### Material for the task

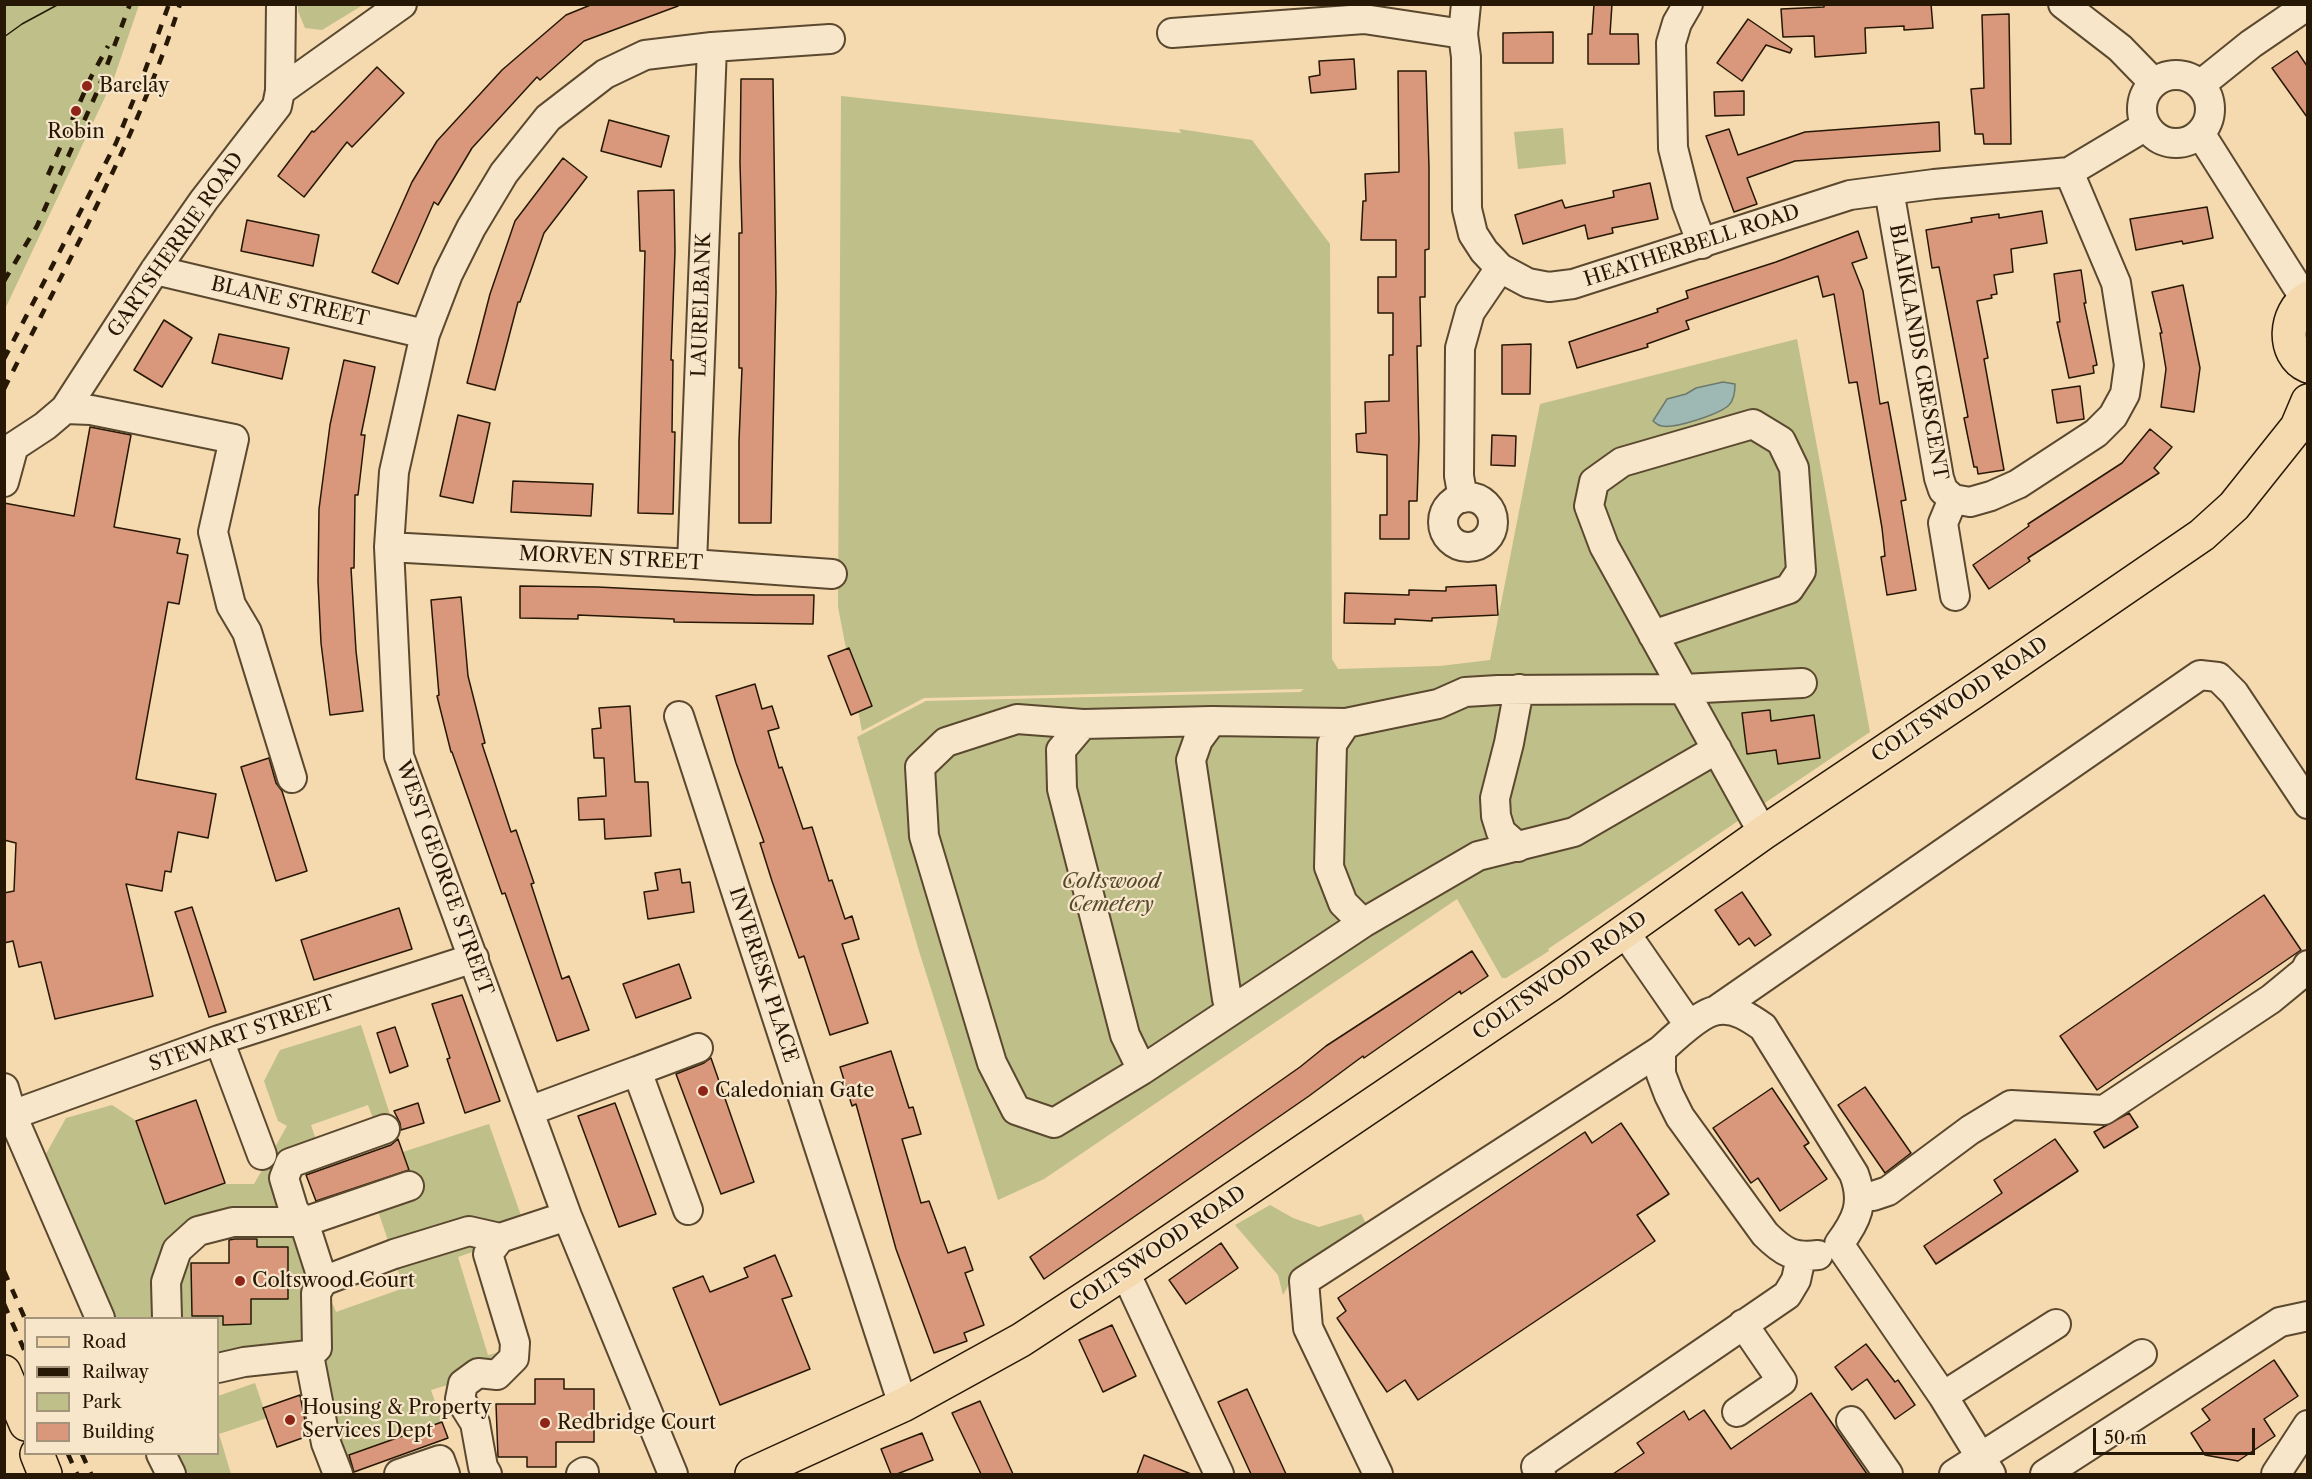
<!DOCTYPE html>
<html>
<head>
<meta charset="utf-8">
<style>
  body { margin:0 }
  #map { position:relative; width:2312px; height:1479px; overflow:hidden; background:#f5d9af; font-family:"Libre Caslon Text",serif }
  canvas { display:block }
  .frame { position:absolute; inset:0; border:6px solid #261804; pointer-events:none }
  .legend { position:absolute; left:24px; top:1317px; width:195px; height:138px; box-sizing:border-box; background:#f8e6cb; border:2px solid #a4947b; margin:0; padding:8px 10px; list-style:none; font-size:18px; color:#261804 }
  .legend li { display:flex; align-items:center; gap:12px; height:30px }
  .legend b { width:30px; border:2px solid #a4947b }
  .scale { position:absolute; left:2093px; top:1428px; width:162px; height:27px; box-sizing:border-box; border:3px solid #261804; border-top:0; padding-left:8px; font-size:18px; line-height:21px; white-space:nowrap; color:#261804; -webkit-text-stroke:4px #f8e6cb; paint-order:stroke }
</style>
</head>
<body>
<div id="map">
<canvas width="2312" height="1479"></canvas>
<div class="frame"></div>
<ul class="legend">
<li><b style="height:8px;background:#f5d9af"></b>Road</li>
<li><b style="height:8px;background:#261804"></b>Railway</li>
<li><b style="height:16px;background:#bebf89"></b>Park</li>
<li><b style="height:16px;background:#d9987c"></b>Building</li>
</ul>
<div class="scale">50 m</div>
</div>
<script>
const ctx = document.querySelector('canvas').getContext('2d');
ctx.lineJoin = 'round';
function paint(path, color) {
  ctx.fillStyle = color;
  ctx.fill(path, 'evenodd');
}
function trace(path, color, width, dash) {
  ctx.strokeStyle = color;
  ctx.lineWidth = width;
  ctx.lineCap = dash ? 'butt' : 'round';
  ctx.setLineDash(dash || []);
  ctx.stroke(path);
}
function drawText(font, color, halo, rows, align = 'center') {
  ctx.font = font + ' "Libre Caslon Text",serif';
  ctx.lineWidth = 4.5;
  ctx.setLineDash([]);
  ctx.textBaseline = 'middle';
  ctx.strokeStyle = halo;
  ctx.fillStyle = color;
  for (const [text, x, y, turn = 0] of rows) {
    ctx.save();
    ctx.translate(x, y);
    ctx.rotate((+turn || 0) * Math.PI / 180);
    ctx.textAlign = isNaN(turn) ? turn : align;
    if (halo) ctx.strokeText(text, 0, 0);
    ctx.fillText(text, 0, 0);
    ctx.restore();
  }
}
paint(new Path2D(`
  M5 4 139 5 114 78 5 309Z
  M298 5V4L363 5 322 30 305 28 298 11Z
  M841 96 1181 133 1179 129 1252 140 1330 244 1332 659 1338 669 1440 666 1490 660 1540 404 1797 339 1870 732 1548 949 1549 951 1506 978H1502L1457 899 1044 1179 998 1200 919 951 857 737 926 701 1300 692 1304 689 924 698 862 731 838 607Z
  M1563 128 1566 164 1518 169 1514 132Z
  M361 1025 394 1127 378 1132 368 1105 311 1125 320 1152 290 1163 323 1281 336 1312 404 1288 374 1199 414 1184 403 1152 489 1124 526 1230 469 1232 475 1251 458 1257 488 1355 515 1348 454 1383 431 1390 442 1422 341 1458 309 1355 218 1368V1318H100L37 1170 66 1118 112 1105 135 1120 165 1205 225 1184H254L287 1126 278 1121 264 1081 280 1050ZM259 1222 257 1247H288V1299H251V1324L224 1325 223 1316H192L191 1263 167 1281 198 1231Z
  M1270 1205 1293 1218 1319 1227 1361 1214 1368 1227 1298 1268 1283 1295 1278 1275 1235 1225Z
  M255 1383 267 1418 219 1434 231 1474H171L161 1454H218V1396Z`), '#bebf89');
const water = new Path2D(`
  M1723 382 1735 384C1735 391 1734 400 1729 405 1720 414 1674 429 1662 426 1658 426 1656 423 1653 421L1667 399 1686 394 1696 388Z`);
paint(water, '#9eb9b3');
trace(water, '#6e796d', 1.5);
const building = new Path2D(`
  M593 4H678V6L584 41 540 80 537 77 472 148 438 205 434 202 398 284 372 272 412 182 437 141 502 70 566 15Z
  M1594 4H1612L1610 34H1638L1639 64H1588V34H1592Z
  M1824 4H1931L1933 28 1904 30V26L1865 28 1866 53 1815 57 1814 36 1783 37 1781 9 1824 7Z
  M2009 14 2011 144H1984L1983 134H1975L1971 89 1984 88 1982 15Z
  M1748 19 1792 49 1790 53 1766 45 1742 81 1717 63Z
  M1553 32V63H1503V33Z
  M2297 51 2307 66V117L2272 68Z
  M1354 59 1356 89 1311 93 1309 77 1320 75 1319 61Z
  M377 67 404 93 352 147 347 142 304 197 278 176 312 131 314 132Z
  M1398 71H1426L1429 167V249L1425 250V297H1420L1421 346H1417L1419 440 1417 501H1409V539H1380V515H1387V455L1357 452 1356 434 1366 433 1365 402 1389 401V355H1393V313H1378V277H1396V240H1361L1363 201H1366L1365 174 1399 172Z
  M741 79H773L776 292 771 523H739V441L742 368H739V233H742L740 163Z
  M1744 91V115L1715 116 1714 92Z
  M609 120 669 136 661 167 601 151Z
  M1939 122 1940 151 1795 161 1747 178 1757 204 1734 212 1706 136 1729 129 1738 155 1805 132Z
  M563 158 587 177 544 233 520 302H518L495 390 467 383 490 294 515 221Z
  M1650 183 1658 219 1612 228 1613 233 1588 239 1585 225 1523 244 1515 215 1562 200 1565 208 1614 197 1613 191Z
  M674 190 675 251 671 360H673L672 432H675L673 514 638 513 645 251H640L638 191Z
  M2207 207 2213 238 2183 244 2182 241 2136 250 2130 219Z
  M2042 211 2047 243 2011 249 2013 272 1994 275 1997 294 1991 295 1992 298 1977 301 1988 358 1984 359 2004 470 1978 474 1977 467H1974L1964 418 1968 417 1939 267 1932 268 1926 230 1972 222 1971 218 1999 214V218Z
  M247 220 319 235 313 266 241 251Z
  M1858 231 1867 258 1852 263 1863 291 1880 404 1888 402 1906 500 1901 501 1916 590 1887 595 1881 557 1885 556 1882 528 1857 382 1849 383 1834 294 1823 297 1818 276 1686 321 1689 329 1647 344 1648 347 1577 368 1569 342 1658 312 1657 309 1688 298 1686 291 1776 262Z
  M2081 270 2086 303H2084L2097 365 2093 366 2094 373 2069 378 2057 322H2060L2054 274Z
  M2183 285 2200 368 2194 412 2161 407 2166 369 2160 333H2162L2152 292Z
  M164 320 192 338 162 387 134 370Z
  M219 334 289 348 282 379 212 363Z
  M1531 344 1530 394H1502V345Z
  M344 360 375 367 361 435H365L358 495H355L354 568H351L356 651 363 711 330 715 321 643 318 581 319 509 330 425Z
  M2080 386 2084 419 2057 423 2052 390Z
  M458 415 490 423 473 503 440 496Z
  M90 427 131 435 114 527 180 539 177 553 188 555 179 604 168 602 136 779 216 794 208 838 178 832 171 872 165 871 162 891 126 884 153 996 55 1019 41 962 19 967 13 941 4 943V893L14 891 16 843 4 840V503L74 516Z
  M2150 429 2172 447 2154 468 2159 473 2028 558 2030 561 1989 589 1973 565 2029 526 2028 524 2122 463Z
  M1492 435 1516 436 1515 466 1491 465Z
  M513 481 593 484 591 516 511 512Z
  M1496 585 1498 615 1432 618V621L1395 619V624L1344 623 1345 593 1409 595V590L1446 591V587Z
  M520 586 598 587 755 595H814L813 624 674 622V619L578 615V619L520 618Z
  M461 597 468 676 485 743 482 744 511 832 516 830 534 883 531 884 562 979 569 976 589 1030 557 1041 505 893 502 894 452 752H451L437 696 439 695 431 600Z
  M849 648 872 706 851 715 828 656Z
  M755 684 762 709 772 706 779 728 768 731 779 768 782 767 803 829 812 827 829 881 832 880 845 919 852 916 859 939 842 944 868 1023 830 1035 804 956 799 958 772 881 760 843 764 842 736 763 716 696Z
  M630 706 635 782H648L651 836 605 839 604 819 579 820 578 798 606 796 604 758H594L592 729 601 728 599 708Z
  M1770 710 1771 721 1814 715 1820 758 1778 764 1776 750 1747 754 1742 713Z
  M269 758 276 783 282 791 307 871 276 881 241 767Z
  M680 869 682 883 690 882 694 912 648 919 644 892 658 890 655 873Z
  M1742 892 1771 935 1755 946 1749 938 1739 945 1715 910Z
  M2264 895 2301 950 2097 1090 2060 1036Z
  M192 907 226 1012 209 1017 175 912Z
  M399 908 412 949 314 980 301 940Z
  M1472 951 1488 976 1461 994 1460 991 1364 1058 1363 1056 1309 1096 1044 1279 1030 1257 1300 1067 1326 1046Z
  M679 964 691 998 636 1018 623 984Z
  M462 995 500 1101 465 1113 447 1059 450 1058 432 1004Z
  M395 1027 408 1066 390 1073 377 1033Z
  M891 1051 909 1108 913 1107 921 1134 902 1139 921 1203 929 1201 948 1253 965 1247 973 1270 965 1273 984 1325 964 1333 967 1341 934 1353 896 1249 856 1104 852 1106 840 1067Z
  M711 1058 754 1182 721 1194 676 1074 704 1063Z
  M1865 1087 1911 1153 1885 1173 1838 1105Z
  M1772 1088 1809 1143 1804 1146 1827 1179 1780 1211 1758 1178 1751 1183 1713 1128Z
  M196 1100 225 1183 165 1204 136 1121Z
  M418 1103 424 1123 401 1130 400 1123 394 1111Z
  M615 1103 656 1214 619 1227 578 1116Z
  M2129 1113 2138 1127 2104 1148 2094 1132Z
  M1621 1123 1669 1194 1637 1215 1655 1241 1418 1400 1405 1380 1387 1392 1337 1318 1346 1311 1338 1298 1585 1132 1592 1143Z
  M398 1139 409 1170 316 1201 306 1175 391 1145Z
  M2055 1139 2078 1171 1936 1264 1924 1246 2002 1193 1994 1180Z
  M235 1239H257V1247H288V1299H251V1324L223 1325V1316H192L191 1263H229V1240Z
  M1221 1243 1238 1268 1186 1304 1169 1280Z
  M775 1255 792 1296 782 1299 810 1369 720 1405 673 1288 703 1276 710 1292 748 1277 744 1268Z
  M1112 1325 1136 1376 1103 1392 1079 1340Z
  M1866 1344 1895 1382 1898 1380 1915 1405 1895 1419 1867 1379 1852 1390 1835 1367Z
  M2274 1360 2298 1396 2264 1419 2275 1436 2238 1461 2205 1455 2191 1433 2210 1420 2202 1409Z
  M535 1379H564V1389H594V1442H556V1467H527V1457H498L496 1404H535Z
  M1247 1389 1286 1474H1251L1218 1402Z
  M1811 1393 1867 1474H1613L1644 1453 1637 1443 1684 1411 1689 1420 1704 1410 1731 1449Z
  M300 1395 308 1436 277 1447 263 1408Z
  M980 1401 1013 1474H981L952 1413Z
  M442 1422 448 1438 354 1472 349 1455Z
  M922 1433 933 1460 897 1474H891L881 1449Z
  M1144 1455 1191 1474H1137Z`);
paint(building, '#d9987c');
trace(building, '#261804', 1.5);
const minor = new Path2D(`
  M1466 4 1463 34 1466 57 1467 209 1473 234 1484 251 1500 268 1528 283 1549 287 1573 284 1850 195 1934 184 2069 172 2146 126
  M1688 4 1677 23 1671 43 1673 148 1687 204 1702 244
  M2063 4 2120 48 2153 82
  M1172 33 1364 19 1463 34
  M2142 109a34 34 0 1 1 68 0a34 34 0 1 1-68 0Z
  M2200 85 2251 44 2308 5
  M280 91 402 4
  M2200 133 2305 299
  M1889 190 1939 478 1943 490 1953 499 1970 502 1991 496 2018 484 2096 433 2113 416 2125 394 2129 365 2116 283 2069 172
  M155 270 425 334
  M65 409 91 410 234 439 213 532 231 605 247 632 292 778
  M4 453 45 426 65 409 155 270 204 200 277 106 280 91 281 4
  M4 482 13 449
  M1443 522a25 25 0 1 1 50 0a25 25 0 1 1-50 0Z
  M1463 498 1459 476 1460 348 1470 312 1500 268
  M1953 499 1943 523 1955 596
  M389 547 692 564 832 574
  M692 564 712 47
  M1653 635 1789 589 1801 571 1794 468 1781 441 1753 424 1622 462 1594 482 1589 506 1604 546 1763 833
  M679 716 903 1405
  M1212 721 1198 740 1191 760 1227 999 1233 1009
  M1346 723 1212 721 1083 724 1061 750 1062 789 1125 1035 1142 1070 1363 923
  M1083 724 1017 719 946 742 920 767 924 836 992 1063 1016 1110 1054 1123 1142 1070
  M1717 749 1574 832 1478 856 1363 923 1343 903 1329 867 1332 744 1346 723 1438 704 1465 692 1498 690 1683 689 1802 683
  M1518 847 1501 832 1496 816 1495 798 1509 743 1519 689
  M1624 931 1689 1025
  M1718 1009 2200 675 2218 677 2234 693 2308 804
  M219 1040 262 1155
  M1661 1050V1074L1669 1095 1680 1117 1765 1234C1783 1252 1793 1258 1818 1255
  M637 1071 698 1048
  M4 1088 12 1115 100 1318
  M529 1111 637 1071 688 1210
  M12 1115 219 1040 474 958
  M1860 1195 1873 1196 1888 1191 1970 1130 2011 1105 2104 1110 2271 999 2305 971 2308 965
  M1125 1272 1219 1474
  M323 1281 304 1222 294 1211 284 1178 290 1163 385 1129
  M167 1318 166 1282 177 1250 198 1231 233 1222H304L409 1186
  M309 1355 326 1443 338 1474
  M218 1368 244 1362 309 1355 317 1348 316 1293 323 1281 394 1254 469 1231 500 1238 567 1216
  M1943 1396 2056 1324
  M1737 1412 1782 1381 1743 1324
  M1851 1421 1888 1474
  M161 1454 171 1474
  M399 1474 440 1460 445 1474
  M487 1474 483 1467 475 1423 460 1399 463 1384 478 1373 497 1375 514 1358 515 1343 488 1254 500 1238
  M581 1474 584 1472
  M673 1474 567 1216 399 756 389 547 394 472 425 334 448 274 471 228 504 173 548 118 605 74 645 55 712 47 830 39
  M1378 1474 1308 1328 1304 1281 1661 1050C1673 1039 1702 1011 1719 1010 1736 1008 1750 1018 1763 1027L1854 1174C1865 1203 1857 1220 1839 1244L1943 1396 1991 1474
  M1541 1474 1536 1467 1787 1295 1796 1280 1801 1257
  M1954 1474 2142 1354
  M2045 1474 2280 1322 2308 1316
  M2276 1474 2308 1425`);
const major = new Path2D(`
  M2308 298C2285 312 2281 354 2308 366
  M4 1372 26 1424
  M37 1454 45 1474
  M752 1474 903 1405 1021 1340 1125 1272 1552 983 1763 833 1973 692 2202 535 2234 506 2297 427 2308 401`);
trace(minor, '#5a482f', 32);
trace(major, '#261804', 36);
trace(minor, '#f8e6cb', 28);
trace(major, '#f5d9af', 33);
trace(new Path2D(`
  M4 37 22 24 59 4`), '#261804', 1.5);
trace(new Path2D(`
  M48 175 91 77 108 46
  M4 281 37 226 97 92 130 4
  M4 359 116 143 142 79 169 4
  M4 389C67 263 137 139 180 4
  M4 1271 26 1321
  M4 1304 26 1354
  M68 1454 77 1474
  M82 1454 91 1474`), '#261804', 4.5, [10, 10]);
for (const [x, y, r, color] of [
  [87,86,6,"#8f2418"],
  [76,111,6,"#8f2418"],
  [703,1091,6,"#8f2418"],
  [240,1281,6,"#8f2418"],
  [290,1420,6,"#8f2418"],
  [545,1423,6,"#8f2418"]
]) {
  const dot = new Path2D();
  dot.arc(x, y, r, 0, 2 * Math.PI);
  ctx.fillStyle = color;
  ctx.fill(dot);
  trace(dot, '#f8e6cb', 2);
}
drawText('20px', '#261804', '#f8e6cb', [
  ["Barclay",99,86],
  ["Robin",76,132,"center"],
  ["Caledonian Gate",715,1091],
  ["Coltswood Court",252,1281],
  ["Housing & Property",302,1408],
  ["Services Dept",302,1431],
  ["Redbridge Court",557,1423]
], 'left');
drawText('20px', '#261804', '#f8e6cb', [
  ["GARTSHERRIE ROAD",176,245,-55],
  ["HEATHERBELL ROAD",1692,246,-18],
  ["BLANE STREET",290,302,13],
  ["LAURELBANK",702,305,-88],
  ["BLAIKLANDS CRESCENT",1918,352,80],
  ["MORVEN STREET",611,559,3],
  ["COLTSWOOD ROAD",1960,700,-34],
  ["WEST GEORGE STREET",444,878,70],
  ["INVERESK PLACE",763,975,72],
  ["COLTSWOOD ROAD",1560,976,-35],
  ["STEWART STREET",242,1034,-19],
  ["COLTSWOOD ROAD",1158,1249,-34]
]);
drawText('italic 20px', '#544a2c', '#f8e6cb', [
  ["Coltswood",1111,882],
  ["Cemetery",1111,905]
]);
</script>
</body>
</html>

### Work request
Among the lines above, find those with the string "Math" and copy them.

### Task answer
    ctx.rotate((+turn || 0) * Math.PI / 180);
  dot.arc(x, y, r, 0, 2 * Math.PI);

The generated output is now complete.